October 16, 1995
JOINT LEADERSHIP TEAM AND BUDGET COMMITTEE MEETING
Commissioners' Conference Room -- 8:30 a.m.
PRESENT: Commissioners: Steve Cornacchia, Ellie Dumdi, Bobby Green, Sr. (arrived at 8:53 a.m.), Jerry Rust and Cindy Weeldreyer present. Representing the City of Eugene: Tim Laue and Laurie Swanson-Gribskov present. Representing the City of Springfield: Maureen Maine present. Budget Committee Lay Members: Peter Bartel and Marie Bell present. Kate Jones, Del Phelps and Bud Stewart absent. Department Heads: John Ball, Steve Carmichael, Jim Gangle, John Goodson, Doug Harcleroad, Bill Hoyt, Bob McManus, Rob Rockstroh, David Suchart, Bill Van Vactor and Teresa Wilson present. Chuck Forster absent. Facilitator: Lauren Chouinard present. Budget Staff: David Garnick, Tanya Heaton and Rick Schulz present. Recording Secretary: Sharon Giles.
I. CALL TO ORDER
Dumdi called the meeting to order.
II. APPROVAL OF MINUTES
MOTION: Approval of the September 25, 1995 minutes as submitted. Harcleroad MOVED, Maine SECONDED. VOTE: Unanimous.
Bill Van Vactor, County Administrator, advised the group that, as requested, copies of the "Community Policing Citizen Involvement Project Household Survey" were available at the table today. He also distributed copies of the information relating to Lane County's FY95-96 Budget for Criminal Justice Services, noting that the current figure is $39,154,000.
III. CONTINUE LEVY DISCUSSION
Sheriff McManus reported that Captain Clague is unable to be present today, noting that he would provide the overview for the Tier 1 Budget and Service Levels for Support Services. He directed the group to begin on page 9 of the "Sheriff's Recommended Service Levels."
#25 - Information Officer - McManus noted that this item was removed during attempts to lower the levy amount.
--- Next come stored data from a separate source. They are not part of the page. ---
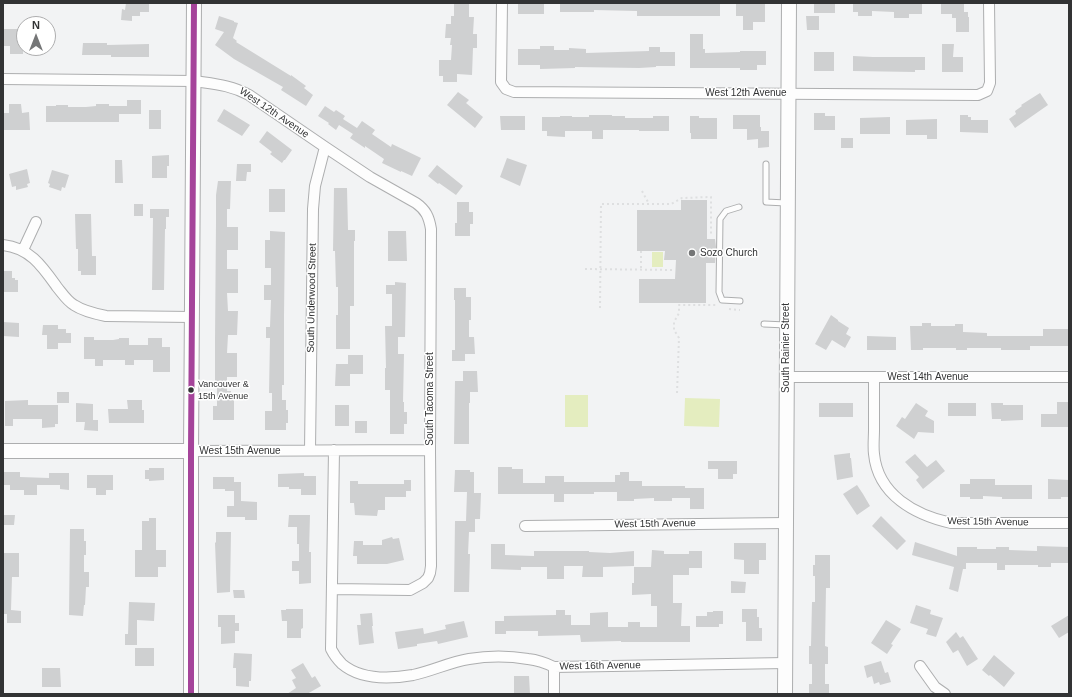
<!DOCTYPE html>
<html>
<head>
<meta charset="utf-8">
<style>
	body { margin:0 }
	#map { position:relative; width:1072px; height:697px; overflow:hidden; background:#f2f3f4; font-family:Helvetica,sans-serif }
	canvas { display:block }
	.frame { position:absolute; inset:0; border:4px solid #323334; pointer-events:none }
	.north { position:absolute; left:16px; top:16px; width:40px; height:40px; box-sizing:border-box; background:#fff; border:1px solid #adadae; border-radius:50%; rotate:0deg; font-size:11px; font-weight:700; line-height:16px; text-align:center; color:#323334 }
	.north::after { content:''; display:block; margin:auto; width:14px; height:18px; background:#757677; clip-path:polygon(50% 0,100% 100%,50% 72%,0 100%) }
</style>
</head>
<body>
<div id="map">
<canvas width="1072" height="697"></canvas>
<div class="frame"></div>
<div class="north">N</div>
</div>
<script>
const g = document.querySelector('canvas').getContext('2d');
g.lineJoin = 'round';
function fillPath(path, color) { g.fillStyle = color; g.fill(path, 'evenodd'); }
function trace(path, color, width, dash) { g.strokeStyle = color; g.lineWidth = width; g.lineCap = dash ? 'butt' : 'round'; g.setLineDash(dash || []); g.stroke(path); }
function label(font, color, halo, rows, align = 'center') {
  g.font = font + ' Helvetica,sans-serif'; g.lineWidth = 3; g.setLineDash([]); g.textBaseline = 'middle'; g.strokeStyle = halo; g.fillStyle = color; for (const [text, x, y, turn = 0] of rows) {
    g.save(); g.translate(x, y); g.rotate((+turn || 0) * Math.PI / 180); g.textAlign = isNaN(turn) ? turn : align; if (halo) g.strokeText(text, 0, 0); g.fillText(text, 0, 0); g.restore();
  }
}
const green = new Path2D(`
	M652 252H663V267H652Z
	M565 395H588V427H565Z
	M685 398 720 399 719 427 684 426Z`);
const building = new Path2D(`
	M126 3H149V12H140V16H132V21L121 20 122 9 125 10Z
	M454 3H469V17H474L473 34H477V48H473L472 75 457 74V82H443V76H439V60H451L452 45H450L451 38H445L446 24H451V16H454Z
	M518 3H544V14H518Z
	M560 3H720V16H637V11L594 10V12H560Z
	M736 3H765V22H753V30H743V16H736Z
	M814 3H835V13H814Z
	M853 3H922V14H909V18H894V12L872 11V16H858V12H853Z
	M941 3H964V12H968V17H969V32H956V18H952V14H941Z
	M219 16 234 21V22L238 23 233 38 237 41 236 42 291 76V75L306 86 304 88 313 95 306 106 281 90 283 87 234 59 215 45 224 32 215 29Z
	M806 16H819V30H807Z
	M3 29H24L23 54H10V46H3Z
	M690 34H703V49H705V53L740 52V51H766V65H757V70H740V68H690Z
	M83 43H107V45L149 44V57H111V55H82Z
	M942 44H954L953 57H963V72H942Z
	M540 46H554V50H569V48L586 49V53L649 51V47H660V52H675V66H656V67L639 68 575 67V68L540 69V65H518V49H540Z
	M814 52H834V71H814Z
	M853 56 873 57H925V70H915V72L853 71Z
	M458 92 469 100 466 103 483 117 475 128 447 105Z
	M1040 93 1048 105 1015 128 1009 119 1016 114 1015 111 1022 106 1021 105Z
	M127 100H141V114H119V122H46V106H56V105H68V107H86L96 106V104H109V106H127Z
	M9 104H21L22 113 29 112 30 130H4L3 113H9Z
	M325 106 334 112 336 110 345 116 343 119 357 128 362 121 375 130 372 134 391 147 392 144 421 158 412 176 401 171V172L382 163 384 159 365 146V148L350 138 353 134 339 125 336 130 328 124 329 123 318 116Z
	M224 109 250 125 242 136 217 121Z
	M149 110H161V129H149Z
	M814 113H825V116H835V130H814Z
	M589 115H612V116H625V118H653V116H669V131H639V130H603V139H592V131H565V137L547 136V131H542V117H560V116H572V117H589Z
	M733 115H760V127H761V131H769V147L758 148V139L747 140V129H733Z
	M960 115H968V117H971V120H988V133L960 132Z
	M500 116H525V130H501Z
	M690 116H699V118H717V139H691V133H690Z
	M890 117V134H860V118Z
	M937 119V139H927V135H906V120Z
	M267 131 292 150 285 160H284L282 163 270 154 272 152 259 142Z
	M841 138H853V148H841Z
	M169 155V166H167V178H152V156Z
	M507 158 527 165 520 186 500 177Z
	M115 160H122L123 183H115Z
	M237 164H251V172H247L246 181H236Z
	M437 165 463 186 456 195 439 183 438 184 428 176Z
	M27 169 30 183 27 184 28 187 16 190V186L12 187 9 174Z
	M52 170 69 175 65 188 62 187 61 191 49 187 50 184 48 183Z
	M218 181H231L230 209H227V227H238V250H227V269H238V293H227L228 311H238L237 335H228L227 353H237V377H227V391H231V399H234V420H213V406H217V381H215V340L216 222V195Z
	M334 188H347L348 230H355V241H354V306H350V349H336V315H338V287H336L335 251H333Z
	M269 189H285V212H269Z
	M681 200H707V239H715L716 247 715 263H706V303H639V279H675L676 260H664L665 251H637V210H681Z
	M457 202H469V212H473V224H470V236H455V223H457Z
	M134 204H143V216H134Z
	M150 209H169V217H166V229H165L164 290H152L153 218H150Z
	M75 214H91L92 256H96V275H81V271H78V249H76Z
	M270 231 285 232 284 316V385H282V400H286V410H288V423H286V430H265V411H272V393H269L270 338H266V327H270L271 300H264V285H271V268H265V240H270Z
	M388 231H406L407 261H388Z
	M3 271H12V278H15V280H18V292H3Z
	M395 282 406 283 405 337H398V354H404L403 402H404V412H407V424H404V434H390V390H385V368H386L385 326H392V294H386V285H395Z
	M454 288H466V297H471V320H469V337H474L475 354H465V361H452V350H455V300H454Z
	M831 315 838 320V321L849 328 846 334 851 337 845 348 832 340 826 350 815 344Z
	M3 322 19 323V337L3 336Z
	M922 323H931V326H955V324H963V332L987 333V336H1043V329H1069V346H1030V350H1001V348H967V350H956V348H923V350H911L910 326H922Z
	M43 325H58V329H66V333H71V343H58V349H47V335H42Z
	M867 336 896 337V350H867Z
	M84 337H94V340H113L119 339V338H129V345H148V338H162V347H170V372H153V360H134V365H125V360H103V366H95V359H84Z
	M348 355H363V374H350V386H335L336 364H348Z
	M463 371H477L478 392H470V403H469V444H454L455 381H463Z
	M57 392H69V403H57Z
	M28 400V405H58V424H55V427L42 428V419H13V426H5V401Z
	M127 400H142V410H144V423H109L108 409H128Z
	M1057 402H1069V427H1041V414H1057Z
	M76 403 93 404V420H98V431L84 430 85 422H76Z
	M819 403H853V417H819Z
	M916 403 928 411 925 416 934 421V433L918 432 914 439 896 426 902 417 905 419Z
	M948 403H976V416H948Z
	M991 403H1003V405H1023V420L1001 421V419H992Z
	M335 405H349V426H335Z
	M355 421H367V433H355Z
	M850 453V458H851L853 477 837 480 834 455Z
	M915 454 927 467 936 460 945 471 923 489 916 480 919 477 905 462Z
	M708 461H737V474H733V479H718V469H708Z
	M498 467H512V469H523V483H545V476H564V482H615V475H620V472H629V481H642V486H685V488H704V509H690V498H672V501H654V498L634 499V501H617V492H594V494H564V502H554V494H498Z
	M149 468H164V480L149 481V479H145V470H149Z
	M455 470H470V472H474V493H481L480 519H475V532H469L468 554H470L469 592H454L455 521H466L467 492H454Z
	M3 472H20V477L49 478V473H69V490L60 489V485H37V495H24V490H10V485H3Z
	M304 473V476H316V495H301V489H289V487H278V474Z
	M87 475H113V490H106V495H96V488H87Z
	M213 477H234V482H241V501L257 502V520H245V517H227V506H234V491H225V489H213Z
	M970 479H995V485H1032V499H1002V497L983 496V499H970V497H960V484H970Z
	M1048 479 1069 480V497H1061V499H1048Z
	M404 480H411V491H406V497H385V510H378L377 516 355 515 354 503H350V481H358V484H404Z
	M857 485 863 494 870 506 857 515 843 494Z
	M3 515H15L14 525H3Z
	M289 515H310L309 552H311V583L299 584V571H292V561H299V544H297V527H288Z
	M881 516 906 541 897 550 872 526Z
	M149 518H156V550H166V567H158V577H135V550H142V521H149Z
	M70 529H84V541H86V555H84V572H89V587H86L85 605H84L83 616 69 615Z
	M216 532H231L230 592 217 593 215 543 216 542Z
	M392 537 393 539 399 538 404 560 387 564H357V556H353L354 541H363V545H382V540Z
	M915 542 957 556V547H977V549H996V547H1009V550L1037 551V546L1069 547V563H1051V567H1038V565H1005V570H997V563H966V569H963L958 592 949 589 954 567 912 555Z
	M734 543H766V560H759V574H744V560L734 559Z
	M491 544H505V555L534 556V551H589V552L610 553 634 551V566L603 567V577H582L583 566H564V579H547V567H521V570L491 569Z
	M652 550 664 551V554H689V551H702V568H689V575H673V603H682L681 626H690V642H621V641L581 642 580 635 538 636V631H506V634H495V621H504V616L556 615V610H565V615H571V625H590V613L608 612V627H628V622H640V627H657V606H651V594L632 595V583H634V567H651Z
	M3 553H19V577H12L11 610 21 611V623H7V614H3Z
	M815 555H830V588H826L825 646 828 647V664H825V684H829V694H809V684H812V664H809V646H811L812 602H815V576H813V565H815Z
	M731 581 746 582 745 593H731Z
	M233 590H244L245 598H234Z
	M129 602 155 603 154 621 137 620V645H125V634H128Z
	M916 605 931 610 930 614 943 618 936 637 926 634 928 629 910 623Z
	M286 609H303V628L301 629V638H287V621H282L281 610H286Z
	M742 609H757V617H759V628H762V641H746V622H742Z
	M713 611H723V624H719V627H696V616H707V612H713Z
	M372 613 373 626H372L374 643 359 645 357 625H361L360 614Z
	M218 615H235V623H239V631H235V643L221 644V627H218Z
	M1069 615V632L1059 638 1051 626Z
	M886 620 901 629 891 644 893 645 887 654 871 643Z
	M464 621 468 637 438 644 437 641 417 644V646L398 649 395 632 423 628 424 634 446 629 445 625Z
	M956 632 960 638 963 636 978 659 967 666 958 650 953 653 946 642Z
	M135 648H154V666H135Z
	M234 653 252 654 251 681H249V687L236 686V668H233Z
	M994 655 1015 673 1004 687 990 675 989 676 982 670Z
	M881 661 885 673 888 672 891 682 880 685 879 682 874 684 872 676 867 678 864 666Z
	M303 663 312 678 315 676 321 686 307 694H287L296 688 292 680 296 678 291 670Z
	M42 668H60L61 687H42Z
	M514 676H529L530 694H514Z`);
const path = new Path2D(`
	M642 191 649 204
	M641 251V269
	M726 251H739
	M585 269 675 270
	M600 308 601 204H671L682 198 711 197V235
	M729 309 740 310
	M677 393 679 338 674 330V322L679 313V305H717`);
const lane = new Path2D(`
	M766 164V202L786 203
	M739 207 726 211 720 219 719 292 722 300 740 301
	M764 324 786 325`);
const street = new Path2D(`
	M502 3 501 82 506 89 514 92 978 95 987 91 990 83 989 3
	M3 79 194 81C214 84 231 85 249 95L325 147 370 177 416 203C426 210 429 217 431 229L430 450 431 566 430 573 428 578 423 583 410 590 332 589
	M3 245C30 248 42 266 57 287 62 293 67 301 74 305 83 311 96 314 106 316L192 317
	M23 250 36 222
	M786 377H1069
	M874 377C874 395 874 412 874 430 874 438 873 446 874 454 878 495 915 515 951 523H1069
	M310 450 313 209 315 186 325 147
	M334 450 331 649C334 655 338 660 342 664 361 680 390 679 413 675 432 671 450 662 469 659 487 656 510 656 528 659 537 660 546 663 554 667L785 663
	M191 451 430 450
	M525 526 786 523
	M920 666 935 687 945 694
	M554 667V694`);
const secondary = new Path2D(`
	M3 451H191
	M191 694V451L194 3
	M785 694 789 3`);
const bus1 = new Path2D(`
	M191 694V451L194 3`);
const markers = [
	[692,253,4,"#757677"],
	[191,390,3.5,"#323334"]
];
const busNames = [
	["Vancouver &",198,385],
	["15th Avenue",198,397]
];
const streetNames = [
	["West 12th Avenue",746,93],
	["West 12th Avenue",274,113,34],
	["South Underwood Street",312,298,-89],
	["South Rainier Street",786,348,-90],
	["West 14th Avenue",928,377],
	["South Tacoma Street",430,399,-90],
	["West 15th Avenue",240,451],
	["West 15th Avenue",988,522,1],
	["West 15th Avenue",655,524,-1],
	["West 16th Avenue",600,666,-1]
];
const poiNames = [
	["Sozo Church",700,253]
];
fillPath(green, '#e4edbf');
fillPath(building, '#cfd0d1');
trace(lane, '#adaeaf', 7);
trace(street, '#adaeaf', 12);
trace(secondary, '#adaeaf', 16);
trace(path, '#dedfe0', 2, [2, 3]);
trace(lane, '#fdfdfd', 5);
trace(street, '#fdfdfd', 10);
trace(secondary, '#fdfdfd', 14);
trace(bus1, '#a5449a', 6);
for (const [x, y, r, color] of markers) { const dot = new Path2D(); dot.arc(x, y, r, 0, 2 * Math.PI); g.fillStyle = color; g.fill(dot); trace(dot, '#fff', 1.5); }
label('9px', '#323334', '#fff', busNames, 'left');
label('10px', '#323334', '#fff', streetNames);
label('10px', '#323334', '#fff', poiNames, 'left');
</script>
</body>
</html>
McManus indicated that he thinks, however, that this position is imperative. Van Vactor confirmed that Public Information Officers are invaluable in emergency situations. Bell suggested the possibility of combining that position with an existing position. McManus stated that that could be looked at, suggested the possibility of perhaps sharing one position county-wide.
#26 - Support Service Administration - McManus reviewed this item briefly.
#27 - Support Service Administration - Tier 1 - Policy decision only.
#28 - Information Technology (complete migration to client server) - McManus explained that this item, too, was removed from the proposal, but would come up in a different form later.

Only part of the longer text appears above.